Грау никогда не ошибался в оценках, и баронесса решила выслушать его.
– Урожаи последних лет были ужасными, – продолжал объяснять ей муж, – сельская местность перенаселена, и те крохи, которые там собирают, не доходят до города. Крестьяне съедают свой урожай сами.
– Но Каталония большая, – перебила его Изабель.
– Ты права, дорогая. Каталония очень большая, это так, но уже много лет сельские жители не занимаются выращиванием зерна, а именно хлебом живут люди. Теперь они выращивают лен, виноград, оливки или фрукты, но не зерно. Обмен обогатил сеньоров в сельской местности, и нам, торговцам, было хорошо, но ситуация становится критической. До сего времени мы получали зерно с Сицилии и Сардинии, однако война с Генуей мешает нам снабжать себя мукой. Бернат не найдет работу, но у всех, включая и нас, будут проблемы, и все это по вине четырех знатных бездарей…
– Как ты можешь так говорить? – воскликнула баронесса, почувствовав себя задетой.
– Дорогая… – серьезно ответил Грау. – Мы посвящаем себя торговле и зарабатываем много денег. Часть этого заработка мы вкладываем в собственное дело. Сейчас мы не плаваем на тех кораблях, какие были у нас десять лет назад, поэтому продолжаем зарабатывать деньги. Но знатные землевладельцы не вложили ни гроша в свои земли и в полезные изобретения. Вследствие этого они продолжают использовать те же орудия для вспашки и те же способы обработки земли, которые применяли еще римляне. Римляне! Земли должны оставаться под паром раз в два-три года. Если за ними хорошо ухаживать, этот срок можно увеличить в два и даже в три раза. А этих знатных собственников, которых ты так защищаешь, будущее не интересует. Единственное, чего они хотят, – это легкие деньги. Тем самым они ведут графство к разорению.
– Но это ненадолго, – возразила баронесса.
– Ты знаешь, сколько стоит квартера пшеницы? – Изабель не ответила, и Грау, покачав головой, пояснил: – Примерно сто суэльдо. А знаешь, какова ее обычная цена? – На этот раз он не стал ждать ответа. – Десять суэльдо немолотая и шестнадцать молотая. Стоимость квартеры выросла в десять раз!
– Но мы-то сможем обеспечить себя зерном? – спросила баронесса, не скрывая возникшей у нее озабоченности.
– Ты не хочешь меня понять, дорогая.

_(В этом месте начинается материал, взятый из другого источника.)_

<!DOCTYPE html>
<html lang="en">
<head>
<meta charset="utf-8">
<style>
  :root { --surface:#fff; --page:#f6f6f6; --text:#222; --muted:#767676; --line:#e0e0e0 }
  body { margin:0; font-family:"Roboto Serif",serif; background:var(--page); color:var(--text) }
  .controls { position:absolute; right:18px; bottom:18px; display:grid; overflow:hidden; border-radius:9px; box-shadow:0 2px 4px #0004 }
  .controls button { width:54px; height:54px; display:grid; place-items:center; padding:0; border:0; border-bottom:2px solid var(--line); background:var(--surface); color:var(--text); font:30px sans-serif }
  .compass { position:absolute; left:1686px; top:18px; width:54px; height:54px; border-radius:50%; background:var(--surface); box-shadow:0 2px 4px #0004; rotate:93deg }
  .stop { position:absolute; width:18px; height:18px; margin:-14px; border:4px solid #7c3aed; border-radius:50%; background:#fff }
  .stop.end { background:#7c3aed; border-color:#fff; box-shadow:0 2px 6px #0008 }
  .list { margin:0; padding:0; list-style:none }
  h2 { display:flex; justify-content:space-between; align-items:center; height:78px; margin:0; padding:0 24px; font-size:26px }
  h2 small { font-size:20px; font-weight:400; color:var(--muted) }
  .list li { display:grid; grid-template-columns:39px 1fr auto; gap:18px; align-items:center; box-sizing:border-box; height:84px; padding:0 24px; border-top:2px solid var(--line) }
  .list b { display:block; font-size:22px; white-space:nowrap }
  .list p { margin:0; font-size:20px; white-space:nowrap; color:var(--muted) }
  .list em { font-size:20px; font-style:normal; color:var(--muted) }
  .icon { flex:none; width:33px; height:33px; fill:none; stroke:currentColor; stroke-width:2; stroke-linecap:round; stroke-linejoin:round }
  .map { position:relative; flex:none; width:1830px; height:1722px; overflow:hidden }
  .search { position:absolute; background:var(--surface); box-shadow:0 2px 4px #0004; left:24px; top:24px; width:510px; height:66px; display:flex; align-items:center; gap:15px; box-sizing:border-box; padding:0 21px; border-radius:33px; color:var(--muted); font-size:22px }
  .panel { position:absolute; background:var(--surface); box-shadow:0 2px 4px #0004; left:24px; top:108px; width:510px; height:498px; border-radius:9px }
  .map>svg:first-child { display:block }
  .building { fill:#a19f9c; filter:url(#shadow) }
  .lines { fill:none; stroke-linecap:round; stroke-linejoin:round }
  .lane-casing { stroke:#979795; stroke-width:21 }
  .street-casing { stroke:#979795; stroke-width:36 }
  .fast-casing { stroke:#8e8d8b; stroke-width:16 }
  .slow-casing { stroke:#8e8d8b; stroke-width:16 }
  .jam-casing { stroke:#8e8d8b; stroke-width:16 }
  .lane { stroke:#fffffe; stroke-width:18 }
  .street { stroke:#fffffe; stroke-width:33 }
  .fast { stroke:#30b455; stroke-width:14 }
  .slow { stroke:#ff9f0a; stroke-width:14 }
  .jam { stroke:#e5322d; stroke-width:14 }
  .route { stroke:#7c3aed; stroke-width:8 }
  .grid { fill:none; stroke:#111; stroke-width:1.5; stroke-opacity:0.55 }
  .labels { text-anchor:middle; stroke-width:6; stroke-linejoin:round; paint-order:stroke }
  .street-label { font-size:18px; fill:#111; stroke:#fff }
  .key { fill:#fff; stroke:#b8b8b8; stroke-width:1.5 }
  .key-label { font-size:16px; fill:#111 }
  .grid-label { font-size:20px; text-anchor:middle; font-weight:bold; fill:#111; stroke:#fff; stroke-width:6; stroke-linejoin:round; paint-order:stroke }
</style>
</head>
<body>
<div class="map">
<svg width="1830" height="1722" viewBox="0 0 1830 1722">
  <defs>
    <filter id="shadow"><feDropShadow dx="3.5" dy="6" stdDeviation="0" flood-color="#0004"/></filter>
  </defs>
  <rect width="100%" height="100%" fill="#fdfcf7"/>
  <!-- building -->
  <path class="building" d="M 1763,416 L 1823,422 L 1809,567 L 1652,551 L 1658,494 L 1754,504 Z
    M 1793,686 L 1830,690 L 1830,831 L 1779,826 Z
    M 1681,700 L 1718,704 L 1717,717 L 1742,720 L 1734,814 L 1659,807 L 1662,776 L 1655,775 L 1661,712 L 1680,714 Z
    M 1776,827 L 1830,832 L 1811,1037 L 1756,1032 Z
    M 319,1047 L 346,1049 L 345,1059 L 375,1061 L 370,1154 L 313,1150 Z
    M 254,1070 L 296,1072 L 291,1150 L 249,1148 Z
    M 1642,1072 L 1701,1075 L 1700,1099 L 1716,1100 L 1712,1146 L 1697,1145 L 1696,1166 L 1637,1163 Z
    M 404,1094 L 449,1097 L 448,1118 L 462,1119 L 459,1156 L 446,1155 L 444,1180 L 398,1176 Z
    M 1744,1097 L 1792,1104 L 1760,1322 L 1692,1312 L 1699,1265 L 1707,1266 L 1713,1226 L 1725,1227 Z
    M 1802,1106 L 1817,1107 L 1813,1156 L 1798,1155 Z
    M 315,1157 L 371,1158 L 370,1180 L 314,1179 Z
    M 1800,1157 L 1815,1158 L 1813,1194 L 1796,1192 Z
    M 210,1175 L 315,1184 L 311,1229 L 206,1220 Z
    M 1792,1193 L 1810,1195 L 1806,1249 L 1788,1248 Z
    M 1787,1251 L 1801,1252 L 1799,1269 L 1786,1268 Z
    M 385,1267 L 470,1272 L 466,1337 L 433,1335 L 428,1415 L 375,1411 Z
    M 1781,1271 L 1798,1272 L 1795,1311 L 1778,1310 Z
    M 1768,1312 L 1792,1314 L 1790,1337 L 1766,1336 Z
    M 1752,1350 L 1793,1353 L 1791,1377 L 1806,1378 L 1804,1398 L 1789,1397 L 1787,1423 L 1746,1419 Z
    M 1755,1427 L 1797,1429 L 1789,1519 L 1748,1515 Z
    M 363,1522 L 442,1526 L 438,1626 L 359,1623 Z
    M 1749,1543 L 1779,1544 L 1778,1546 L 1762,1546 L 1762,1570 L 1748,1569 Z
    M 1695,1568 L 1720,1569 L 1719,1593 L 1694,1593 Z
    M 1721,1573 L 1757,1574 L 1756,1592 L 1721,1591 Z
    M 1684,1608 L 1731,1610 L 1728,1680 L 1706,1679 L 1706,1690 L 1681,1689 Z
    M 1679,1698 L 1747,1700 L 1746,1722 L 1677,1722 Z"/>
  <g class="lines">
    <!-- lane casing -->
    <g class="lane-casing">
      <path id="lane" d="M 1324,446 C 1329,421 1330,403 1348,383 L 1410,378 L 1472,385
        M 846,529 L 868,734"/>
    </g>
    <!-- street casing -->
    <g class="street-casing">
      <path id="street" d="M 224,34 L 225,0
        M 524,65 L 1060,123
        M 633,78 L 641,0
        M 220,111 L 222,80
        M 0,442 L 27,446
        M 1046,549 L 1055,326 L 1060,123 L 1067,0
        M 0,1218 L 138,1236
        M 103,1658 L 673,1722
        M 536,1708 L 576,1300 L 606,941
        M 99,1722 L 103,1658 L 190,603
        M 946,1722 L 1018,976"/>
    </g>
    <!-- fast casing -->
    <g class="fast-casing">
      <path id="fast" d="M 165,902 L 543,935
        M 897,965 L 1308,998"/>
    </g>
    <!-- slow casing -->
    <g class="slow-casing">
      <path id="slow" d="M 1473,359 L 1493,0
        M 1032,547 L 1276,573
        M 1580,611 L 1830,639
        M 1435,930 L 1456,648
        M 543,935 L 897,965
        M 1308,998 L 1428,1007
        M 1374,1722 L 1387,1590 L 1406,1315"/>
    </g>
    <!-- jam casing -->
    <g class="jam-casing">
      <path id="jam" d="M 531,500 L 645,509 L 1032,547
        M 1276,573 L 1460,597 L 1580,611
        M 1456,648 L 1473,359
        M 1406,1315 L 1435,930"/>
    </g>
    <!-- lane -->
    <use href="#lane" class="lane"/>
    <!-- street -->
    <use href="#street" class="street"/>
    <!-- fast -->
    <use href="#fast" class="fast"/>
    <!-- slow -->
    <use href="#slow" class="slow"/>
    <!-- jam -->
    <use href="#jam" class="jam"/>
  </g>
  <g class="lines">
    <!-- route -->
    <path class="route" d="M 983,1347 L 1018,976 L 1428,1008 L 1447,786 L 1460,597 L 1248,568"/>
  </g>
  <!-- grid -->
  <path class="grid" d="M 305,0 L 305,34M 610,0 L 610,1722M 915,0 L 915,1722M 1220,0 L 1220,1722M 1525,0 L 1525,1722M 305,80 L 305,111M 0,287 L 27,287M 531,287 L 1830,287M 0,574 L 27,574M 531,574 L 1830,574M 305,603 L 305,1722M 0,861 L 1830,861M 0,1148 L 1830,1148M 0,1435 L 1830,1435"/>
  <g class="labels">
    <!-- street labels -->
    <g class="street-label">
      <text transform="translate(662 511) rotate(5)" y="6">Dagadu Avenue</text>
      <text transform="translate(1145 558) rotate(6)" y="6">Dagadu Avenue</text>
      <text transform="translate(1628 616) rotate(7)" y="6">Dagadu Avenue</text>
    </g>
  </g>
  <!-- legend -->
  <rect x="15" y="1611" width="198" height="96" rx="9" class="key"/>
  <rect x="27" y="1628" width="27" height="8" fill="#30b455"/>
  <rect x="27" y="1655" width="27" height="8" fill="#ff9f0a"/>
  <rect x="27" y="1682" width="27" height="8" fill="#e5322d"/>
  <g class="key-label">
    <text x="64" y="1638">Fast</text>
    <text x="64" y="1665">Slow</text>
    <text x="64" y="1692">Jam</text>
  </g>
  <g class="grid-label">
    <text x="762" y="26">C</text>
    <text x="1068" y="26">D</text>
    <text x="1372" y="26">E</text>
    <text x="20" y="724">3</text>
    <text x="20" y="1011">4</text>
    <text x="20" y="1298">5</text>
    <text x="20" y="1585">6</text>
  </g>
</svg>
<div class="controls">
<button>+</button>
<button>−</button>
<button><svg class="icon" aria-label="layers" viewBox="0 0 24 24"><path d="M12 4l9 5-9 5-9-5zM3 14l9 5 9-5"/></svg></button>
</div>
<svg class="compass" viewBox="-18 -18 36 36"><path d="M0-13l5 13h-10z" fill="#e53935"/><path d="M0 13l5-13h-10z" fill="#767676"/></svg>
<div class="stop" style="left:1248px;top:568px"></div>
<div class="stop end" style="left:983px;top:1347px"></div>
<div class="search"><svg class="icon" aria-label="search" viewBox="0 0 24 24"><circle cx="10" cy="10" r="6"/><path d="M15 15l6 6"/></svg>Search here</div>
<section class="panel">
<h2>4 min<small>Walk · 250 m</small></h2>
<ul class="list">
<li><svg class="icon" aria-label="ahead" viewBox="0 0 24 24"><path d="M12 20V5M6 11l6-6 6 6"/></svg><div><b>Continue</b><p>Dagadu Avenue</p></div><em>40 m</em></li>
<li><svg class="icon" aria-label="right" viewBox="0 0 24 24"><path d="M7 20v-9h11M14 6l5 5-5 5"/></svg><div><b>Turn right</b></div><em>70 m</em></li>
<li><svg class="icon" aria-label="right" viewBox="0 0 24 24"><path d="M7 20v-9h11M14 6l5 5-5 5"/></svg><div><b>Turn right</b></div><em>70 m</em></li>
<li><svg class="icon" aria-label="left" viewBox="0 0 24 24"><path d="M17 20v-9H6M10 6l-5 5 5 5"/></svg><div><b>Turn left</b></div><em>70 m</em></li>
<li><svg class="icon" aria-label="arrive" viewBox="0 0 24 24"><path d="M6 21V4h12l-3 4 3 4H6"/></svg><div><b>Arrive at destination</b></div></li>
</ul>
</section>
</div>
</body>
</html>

Мы сможем заплатить за пшеницу… если она будет, но я допускаю, что наступит момент, когда ее просто не будет. Если этот момент уже не наступил. Проблема заключается в том, что, несмотря на рост цены пшеницы в десять раз, люди продолжают зарабатывать столько же.
– Значит, у нас не будет недостатка зерна, – перебила его Изабель.
– Нет, но…
– И Бернат не найдет работы.
– Не думаю, но…
Устав от его объяснений, баронесса вздохнула.
– Это единственное, что меня беспокоит, – заявила она, прежде чем покинуть комнату.
– …скоро наступит нечто ужасное, – договорил Грау, но жена уже не слышала его слов.
«Плохой год». Бернат устал выслушивать эту отговорку всякий раз, когда просил работу. «Я вынужден распустить половину моих подмастерьев, а ты хочешь, чтобы я дал тебе работу?» – говорил ему один. «Очень плохой год, мне нечем кормить даже своих сыновей», – объяснял другой. «Ты что, не знаешь? – возмущался третий. – Сейчас плохой год, я уже истратил больше половины моих сбережений, чтобы прокормить семью, в то время как раньше мне бы хватило и двадцатой части».
«Мне ли не знать», – с горечью думал Бернат и продолжал поиски, пока не пришла зима и не наступили холода. Именно тогда в городе появились места, где он даже не осмеливался спрашивать о работе. Дети голодали, родители постились, чтобы прокормить своих отпрысков, а еще – оспа, тиф и дифтерия, которые донельзя обострили ситуацию.